**Stored dataset items**:
-*-

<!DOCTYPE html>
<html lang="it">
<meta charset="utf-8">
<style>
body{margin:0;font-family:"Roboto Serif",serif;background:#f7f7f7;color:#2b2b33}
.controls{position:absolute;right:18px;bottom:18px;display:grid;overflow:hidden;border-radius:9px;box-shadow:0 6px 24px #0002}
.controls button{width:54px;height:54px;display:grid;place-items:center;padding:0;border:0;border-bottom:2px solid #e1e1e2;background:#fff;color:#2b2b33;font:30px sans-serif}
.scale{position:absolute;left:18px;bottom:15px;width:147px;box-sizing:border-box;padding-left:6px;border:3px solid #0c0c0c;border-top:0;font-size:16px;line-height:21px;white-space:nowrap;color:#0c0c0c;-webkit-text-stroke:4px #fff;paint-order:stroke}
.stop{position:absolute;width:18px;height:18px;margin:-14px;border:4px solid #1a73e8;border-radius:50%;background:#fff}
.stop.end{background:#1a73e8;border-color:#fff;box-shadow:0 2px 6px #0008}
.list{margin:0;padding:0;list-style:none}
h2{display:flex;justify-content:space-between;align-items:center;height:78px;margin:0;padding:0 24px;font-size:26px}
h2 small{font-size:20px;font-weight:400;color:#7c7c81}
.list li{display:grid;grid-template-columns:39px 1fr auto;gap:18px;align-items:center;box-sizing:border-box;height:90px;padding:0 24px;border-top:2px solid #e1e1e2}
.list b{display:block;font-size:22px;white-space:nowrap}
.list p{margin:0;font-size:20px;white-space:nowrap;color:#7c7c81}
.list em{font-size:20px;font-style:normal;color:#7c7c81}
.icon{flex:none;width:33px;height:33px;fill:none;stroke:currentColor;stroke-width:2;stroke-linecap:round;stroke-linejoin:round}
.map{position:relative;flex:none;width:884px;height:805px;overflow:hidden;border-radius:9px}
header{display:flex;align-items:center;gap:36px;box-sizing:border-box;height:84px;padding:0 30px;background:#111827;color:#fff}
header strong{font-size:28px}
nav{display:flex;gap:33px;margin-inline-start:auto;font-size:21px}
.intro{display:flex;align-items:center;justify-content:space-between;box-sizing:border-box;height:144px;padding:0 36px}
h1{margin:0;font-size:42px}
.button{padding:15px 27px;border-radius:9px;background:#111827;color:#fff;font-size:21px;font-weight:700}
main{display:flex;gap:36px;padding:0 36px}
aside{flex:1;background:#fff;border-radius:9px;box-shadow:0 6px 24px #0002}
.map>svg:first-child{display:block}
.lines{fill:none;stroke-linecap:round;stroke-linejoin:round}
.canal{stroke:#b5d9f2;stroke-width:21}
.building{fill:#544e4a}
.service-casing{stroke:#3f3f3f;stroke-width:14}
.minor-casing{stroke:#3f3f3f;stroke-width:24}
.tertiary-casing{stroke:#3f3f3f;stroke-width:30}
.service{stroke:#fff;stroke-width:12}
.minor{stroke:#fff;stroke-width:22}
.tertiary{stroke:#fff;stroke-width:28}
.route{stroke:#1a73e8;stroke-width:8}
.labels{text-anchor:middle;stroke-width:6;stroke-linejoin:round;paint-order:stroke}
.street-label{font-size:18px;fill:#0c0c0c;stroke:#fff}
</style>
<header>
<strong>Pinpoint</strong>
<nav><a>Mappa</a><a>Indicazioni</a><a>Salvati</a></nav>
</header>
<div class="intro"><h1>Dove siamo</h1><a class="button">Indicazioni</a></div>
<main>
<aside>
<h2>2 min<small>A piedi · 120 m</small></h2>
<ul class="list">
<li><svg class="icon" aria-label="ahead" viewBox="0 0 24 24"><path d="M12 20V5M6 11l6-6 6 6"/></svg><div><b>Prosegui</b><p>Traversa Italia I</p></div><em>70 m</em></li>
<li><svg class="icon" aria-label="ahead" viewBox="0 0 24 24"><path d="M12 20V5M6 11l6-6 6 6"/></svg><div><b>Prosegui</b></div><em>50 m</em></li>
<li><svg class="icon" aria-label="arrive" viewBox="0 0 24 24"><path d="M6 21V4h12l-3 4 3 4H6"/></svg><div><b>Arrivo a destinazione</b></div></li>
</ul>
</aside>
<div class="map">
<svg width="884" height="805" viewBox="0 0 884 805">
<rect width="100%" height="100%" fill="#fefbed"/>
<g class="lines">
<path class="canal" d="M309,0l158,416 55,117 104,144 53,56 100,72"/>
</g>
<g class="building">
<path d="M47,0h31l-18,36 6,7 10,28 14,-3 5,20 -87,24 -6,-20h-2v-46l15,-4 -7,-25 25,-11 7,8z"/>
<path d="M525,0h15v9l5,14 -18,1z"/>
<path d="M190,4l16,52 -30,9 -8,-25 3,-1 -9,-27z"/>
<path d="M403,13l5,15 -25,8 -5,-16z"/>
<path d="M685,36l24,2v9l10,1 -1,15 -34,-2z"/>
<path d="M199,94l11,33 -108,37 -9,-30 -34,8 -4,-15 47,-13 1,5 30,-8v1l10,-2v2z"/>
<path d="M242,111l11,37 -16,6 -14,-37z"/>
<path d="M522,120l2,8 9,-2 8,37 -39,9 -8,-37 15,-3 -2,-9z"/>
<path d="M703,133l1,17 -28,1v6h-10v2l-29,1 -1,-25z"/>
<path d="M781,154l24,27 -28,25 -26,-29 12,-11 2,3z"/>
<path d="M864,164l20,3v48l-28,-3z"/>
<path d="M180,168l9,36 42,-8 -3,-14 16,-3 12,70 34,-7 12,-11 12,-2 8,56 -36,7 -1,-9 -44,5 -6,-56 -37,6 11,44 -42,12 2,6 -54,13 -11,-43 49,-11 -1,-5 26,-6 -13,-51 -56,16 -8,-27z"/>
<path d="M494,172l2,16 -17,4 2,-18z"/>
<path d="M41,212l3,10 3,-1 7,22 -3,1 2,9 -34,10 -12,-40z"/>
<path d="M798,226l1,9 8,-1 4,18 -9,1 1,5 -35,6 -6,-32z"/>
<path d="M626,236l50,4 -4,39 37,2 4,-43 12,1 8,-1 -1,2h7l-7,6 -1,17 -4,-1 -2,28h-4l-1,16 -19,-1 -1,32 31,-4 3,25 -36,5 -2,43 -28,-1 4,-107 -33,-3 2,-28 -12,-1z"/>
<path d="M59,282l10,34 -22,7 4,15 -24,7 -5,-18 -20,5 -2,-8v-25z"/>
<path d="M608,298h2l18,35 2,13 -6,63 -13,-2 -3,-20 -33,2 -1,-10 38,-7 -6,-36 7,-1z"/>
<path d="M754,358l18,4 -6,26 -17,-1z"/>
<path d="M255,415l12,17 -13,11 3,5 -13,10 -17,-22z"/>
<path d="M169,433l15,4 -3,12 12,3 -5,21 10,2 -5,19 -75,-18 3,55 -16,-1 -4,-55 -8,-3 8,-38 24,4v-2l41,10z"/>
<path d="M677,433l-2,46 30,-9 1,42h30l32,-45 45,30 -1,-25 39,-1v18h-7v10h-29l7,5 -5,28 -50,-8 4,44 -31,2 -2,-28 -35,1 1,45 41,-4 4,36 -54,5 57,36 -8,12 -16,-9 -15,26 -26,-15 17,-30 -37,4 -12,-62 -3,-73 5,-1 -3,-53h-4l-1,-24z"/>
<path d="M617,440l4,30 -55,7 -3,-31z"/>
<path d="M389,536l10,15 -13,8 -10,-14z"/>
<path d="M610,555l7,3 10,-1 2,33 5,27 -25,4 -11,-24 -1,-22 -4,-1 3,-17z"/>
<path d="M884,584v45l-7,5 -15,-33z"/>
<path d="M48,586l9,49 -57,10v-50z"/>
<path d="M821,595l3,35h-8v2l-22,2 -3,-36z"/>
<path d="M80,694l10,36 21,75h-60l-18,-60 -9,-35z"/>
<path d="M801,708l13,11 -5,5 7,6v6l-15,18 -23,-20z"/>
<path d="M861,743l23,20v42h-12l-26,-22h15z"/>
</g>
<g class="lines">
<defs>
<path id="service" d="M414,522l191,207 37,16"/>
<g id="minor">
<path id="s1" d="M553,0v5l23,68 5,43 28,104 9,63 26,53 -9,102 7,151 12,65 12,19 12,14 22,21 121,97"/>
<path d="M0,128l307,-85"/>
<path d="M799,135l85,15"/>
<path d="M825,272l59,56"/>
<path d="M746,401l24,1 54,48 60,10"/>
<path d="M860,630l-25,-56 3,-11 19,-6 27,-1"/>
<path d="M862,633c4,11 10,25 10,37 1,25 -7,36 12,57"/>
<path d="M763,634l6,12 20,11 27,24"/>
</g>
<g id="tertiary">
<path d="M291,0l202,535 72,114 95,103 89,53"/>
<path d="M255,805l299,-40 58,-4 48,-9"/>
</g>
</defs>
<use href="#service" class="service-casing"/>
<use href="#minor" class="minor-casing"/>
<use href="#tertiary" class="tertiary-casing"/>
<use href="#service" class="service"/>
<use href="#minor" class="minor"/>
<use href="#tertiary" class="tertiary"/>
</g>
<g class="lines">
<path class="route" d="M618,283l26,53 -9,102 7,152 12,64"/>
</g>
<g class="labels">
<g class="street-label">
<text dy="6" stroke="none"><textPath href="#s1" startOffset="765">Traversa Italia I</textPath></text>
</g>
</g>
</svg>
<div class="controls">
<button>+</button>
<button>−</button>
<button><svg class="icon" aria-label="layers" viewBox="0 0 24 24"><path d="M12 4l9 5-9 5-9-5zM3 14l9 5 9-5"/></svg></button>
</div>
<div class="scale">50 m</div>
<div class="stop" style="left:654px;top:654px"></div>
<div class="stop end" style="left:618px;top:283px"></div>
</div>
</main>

-*-

**Exercise**:
Pull every line that holds the string "header" out of the records.

**Final answer**:
header{display:flex;align-items:center;gap:36px;box-sizing:border-box;height:84px;padding:0 30px;background:#111827;color:#fff}
header strong{font-size:28px}
<header>
</header>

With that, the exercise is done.